Sejumlah Ruas Jalan Provinsi di Sultra Tuntas Dikerjakan, 2 Proyek Masih Berprogres

Kendari – Pemerintah Provinsi (Pemprov) Sulawesi Tenggara (Sultra) terus mempercepat pembangunan infrastruktur jalan melalui Dinas Sumber Daya Air dan Bina Marga. Hingga awal Oktober 2025, sebagian besar ruas jalan yang dikerjakan tahun ini dilaporkan telah rampung, sementara dua ruas lainnya masih dalam tahap penyelesaian.

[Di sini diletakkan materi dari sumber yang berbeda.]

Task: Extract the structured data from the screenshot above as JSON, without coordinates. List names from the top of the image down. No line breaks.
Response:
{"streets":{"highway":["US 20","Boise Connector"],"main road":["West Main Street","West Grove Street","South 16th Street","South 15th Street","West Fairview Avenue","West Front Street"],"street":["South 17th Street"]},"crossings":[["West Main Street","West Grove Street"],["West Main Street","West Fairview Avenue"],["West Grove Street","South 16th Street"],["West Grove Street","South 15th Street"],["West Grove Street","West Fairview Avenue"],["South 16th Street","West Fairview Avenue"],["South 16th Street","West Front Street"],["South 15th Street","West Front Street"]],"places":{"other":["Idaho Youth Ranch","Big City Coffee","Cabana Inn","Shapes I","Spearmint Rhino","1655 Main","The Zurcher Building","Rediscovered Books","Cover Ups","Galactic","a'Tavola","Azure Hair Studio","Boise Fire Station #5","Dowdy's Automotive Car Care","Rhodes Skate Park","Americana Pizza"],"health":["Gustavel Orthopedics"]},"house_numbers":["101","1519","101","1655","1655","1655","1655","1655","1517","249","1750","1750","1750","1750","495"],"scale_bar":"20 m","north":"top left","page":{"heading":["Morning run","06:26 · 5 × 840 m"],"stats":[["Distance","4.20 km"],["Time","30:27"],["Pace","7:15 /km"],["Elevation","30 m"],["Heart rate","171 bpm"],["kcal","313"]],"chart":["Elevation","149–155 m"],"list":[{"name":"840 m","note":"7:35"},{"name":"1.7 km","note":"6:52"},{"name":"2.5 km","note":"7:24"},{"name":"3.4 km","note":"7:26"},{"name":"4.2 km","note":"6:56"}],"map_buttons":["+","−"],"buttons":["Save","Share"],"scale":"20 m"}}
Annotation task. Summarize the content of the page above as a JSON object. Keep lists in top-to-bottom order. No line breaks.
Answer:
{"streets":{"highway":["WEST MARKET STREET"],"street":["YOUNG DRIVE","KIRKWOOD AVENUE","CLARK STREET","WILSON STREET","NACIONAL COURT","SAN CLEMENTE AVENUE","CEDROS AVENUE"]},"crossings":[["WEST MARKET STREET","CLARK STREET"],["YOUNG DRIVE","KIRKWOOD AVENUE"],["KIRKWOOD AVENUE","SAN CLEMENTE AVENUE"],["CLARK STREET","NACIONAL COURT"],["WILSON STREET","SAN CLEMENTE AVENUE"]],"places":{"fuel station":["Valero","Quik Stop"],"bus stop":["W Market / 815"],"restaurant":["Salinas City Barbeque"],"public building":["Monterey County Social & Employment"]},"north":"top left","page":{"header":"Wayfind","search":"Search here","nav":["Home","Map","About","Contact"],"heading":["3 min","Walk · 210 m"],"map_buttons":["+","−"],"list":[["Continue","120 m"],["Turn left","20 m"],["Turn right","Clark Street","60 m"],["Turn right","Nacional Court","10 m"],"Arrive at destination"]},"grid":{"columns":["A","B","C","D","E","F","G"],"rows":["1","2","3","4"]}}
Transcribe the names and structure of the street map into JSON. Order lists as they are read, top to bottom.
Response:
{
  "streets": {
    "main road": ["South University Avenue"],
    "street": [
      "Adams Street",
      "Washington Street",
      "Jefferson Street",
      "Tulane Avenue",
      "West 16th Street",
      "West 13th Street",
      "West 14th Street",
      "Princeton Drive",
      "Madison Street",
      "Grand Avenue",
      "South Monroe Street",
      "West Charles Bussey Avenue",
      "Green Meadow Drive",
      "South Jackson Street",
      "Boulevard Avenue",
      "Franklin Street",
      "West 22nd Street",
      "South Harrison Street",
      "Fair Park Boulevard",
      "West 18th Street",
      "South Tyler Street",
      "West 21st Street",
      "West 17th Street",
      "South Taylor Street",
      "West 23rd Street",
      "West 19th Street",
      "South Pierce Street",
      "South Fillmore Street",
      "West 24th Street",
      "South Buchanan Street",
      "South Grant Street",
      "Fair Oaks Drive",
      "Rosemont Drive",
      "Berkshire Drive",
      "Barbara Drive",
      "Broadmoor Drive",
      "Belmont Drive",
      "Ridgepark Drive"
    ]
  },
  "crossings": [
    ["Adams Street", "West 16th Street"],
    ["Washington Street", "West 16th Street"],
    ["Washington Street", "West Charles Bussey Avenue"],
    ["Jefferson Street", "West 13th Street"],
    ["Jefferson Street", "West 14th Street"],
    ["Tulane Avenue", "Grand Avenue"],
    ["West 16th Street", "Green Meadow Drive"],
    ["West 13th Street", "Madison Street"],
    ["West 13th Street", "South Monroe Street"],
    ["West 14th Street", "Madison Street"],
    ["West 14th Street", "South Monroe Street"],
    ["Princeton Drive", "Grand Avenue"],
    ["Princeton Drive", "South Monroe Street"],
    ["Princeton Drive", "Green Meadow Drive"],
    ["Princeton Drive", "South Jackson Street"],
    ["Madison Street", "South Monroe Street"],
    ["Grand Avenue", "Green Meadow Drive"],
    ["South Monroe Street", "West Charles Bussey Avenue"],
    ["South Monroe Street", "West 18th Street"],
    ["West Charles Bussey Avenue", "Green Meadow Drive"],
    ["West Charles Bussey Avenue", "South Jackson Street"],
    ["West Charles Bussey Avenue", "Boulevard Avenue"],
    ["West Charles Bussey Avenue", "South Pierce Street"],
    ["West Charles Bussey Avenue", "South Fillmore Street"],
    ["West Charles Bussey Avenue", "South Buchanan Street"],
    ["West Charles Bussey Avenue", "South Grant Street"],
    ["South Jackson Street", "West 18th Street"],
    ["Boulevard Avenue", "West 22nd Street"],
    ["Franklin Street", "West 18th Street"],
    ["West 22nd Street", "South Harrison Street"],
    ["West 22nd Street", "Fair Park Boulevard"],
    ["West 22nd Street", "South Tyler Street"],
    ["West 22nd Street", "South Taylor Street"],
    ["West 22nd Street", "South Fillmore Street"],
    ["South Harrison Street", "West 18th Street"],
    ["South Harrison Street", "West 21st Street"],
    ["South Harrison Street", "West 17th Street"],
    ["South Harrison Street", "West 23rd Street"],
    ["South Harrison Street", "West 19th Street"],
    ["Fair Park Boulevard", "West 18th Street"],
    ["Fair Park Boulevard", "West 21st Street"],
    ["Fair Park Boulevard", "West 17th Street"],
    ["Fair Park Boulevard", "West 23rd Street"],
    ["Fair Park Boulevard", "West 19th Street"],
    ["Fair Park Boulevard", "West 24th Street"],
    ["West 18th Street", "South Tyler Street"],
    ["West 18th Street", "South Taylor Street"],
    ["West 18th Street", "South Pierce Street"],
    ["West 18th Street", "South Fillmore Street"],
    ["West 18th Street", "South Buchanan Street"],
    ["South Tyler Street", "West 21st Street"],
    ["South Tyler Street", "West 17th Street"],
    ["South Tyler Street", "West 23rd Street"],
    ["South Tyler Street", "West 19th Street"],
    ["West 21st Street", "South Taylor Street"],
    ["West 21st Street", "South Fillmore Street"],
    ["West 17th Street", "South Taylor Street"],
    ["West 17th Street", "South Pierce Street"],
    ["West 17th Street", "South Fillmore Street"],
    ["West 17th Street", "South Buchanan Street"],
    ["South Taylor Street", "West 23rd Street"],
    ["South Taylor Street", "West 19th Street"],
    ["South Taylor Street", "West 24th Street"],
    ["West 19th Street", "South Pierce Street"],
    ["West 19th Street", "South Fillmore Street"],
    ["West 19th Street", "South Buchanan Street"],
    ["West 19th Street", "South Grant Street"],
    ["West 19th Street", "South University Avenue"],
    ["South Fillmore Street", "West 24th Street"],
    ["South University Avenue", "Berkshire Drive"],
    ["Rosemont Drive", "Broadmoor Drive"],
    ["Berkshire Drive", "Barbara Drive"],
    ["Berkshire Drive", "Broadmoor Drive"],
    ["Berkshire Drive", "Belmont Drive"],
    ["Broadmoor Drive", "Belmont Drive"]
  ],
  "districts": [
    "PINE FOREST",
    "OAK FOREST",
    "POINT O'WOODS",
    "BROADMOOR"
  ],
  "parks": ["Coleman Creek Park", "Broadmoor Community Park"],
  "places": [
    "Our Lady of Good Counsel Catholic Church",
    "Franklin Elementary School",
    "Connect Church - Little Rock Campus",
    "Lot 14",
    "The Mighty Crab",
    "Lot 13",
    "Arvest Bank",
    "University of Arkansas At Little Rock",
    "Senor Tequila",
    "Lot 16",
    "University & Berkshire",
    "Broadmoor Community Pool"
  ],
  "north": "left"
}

Kepala Dinas SDA dan Bina Marga Sultra, Pahri Yamsul, mengatakan dari 10 proyek pengerjaan jalan tahun ini, 8 ruas jalan termasuk yang menghubungkan batas Kota Kendari dan Kabupaten Konawe Selatan (Konsel) di Kecamatan Ranomeeto telah selesai seluruhnya. Sedangkan dua proyek yang masih berprogres berada di Polipolia, Kabupaten Kolaka Timur (Koltim), dan Simpang Tiga–Bubu Ronta di Kabupaten Buton Utara (Butur), dengan panjang masing-masing di atas 10 kilometer.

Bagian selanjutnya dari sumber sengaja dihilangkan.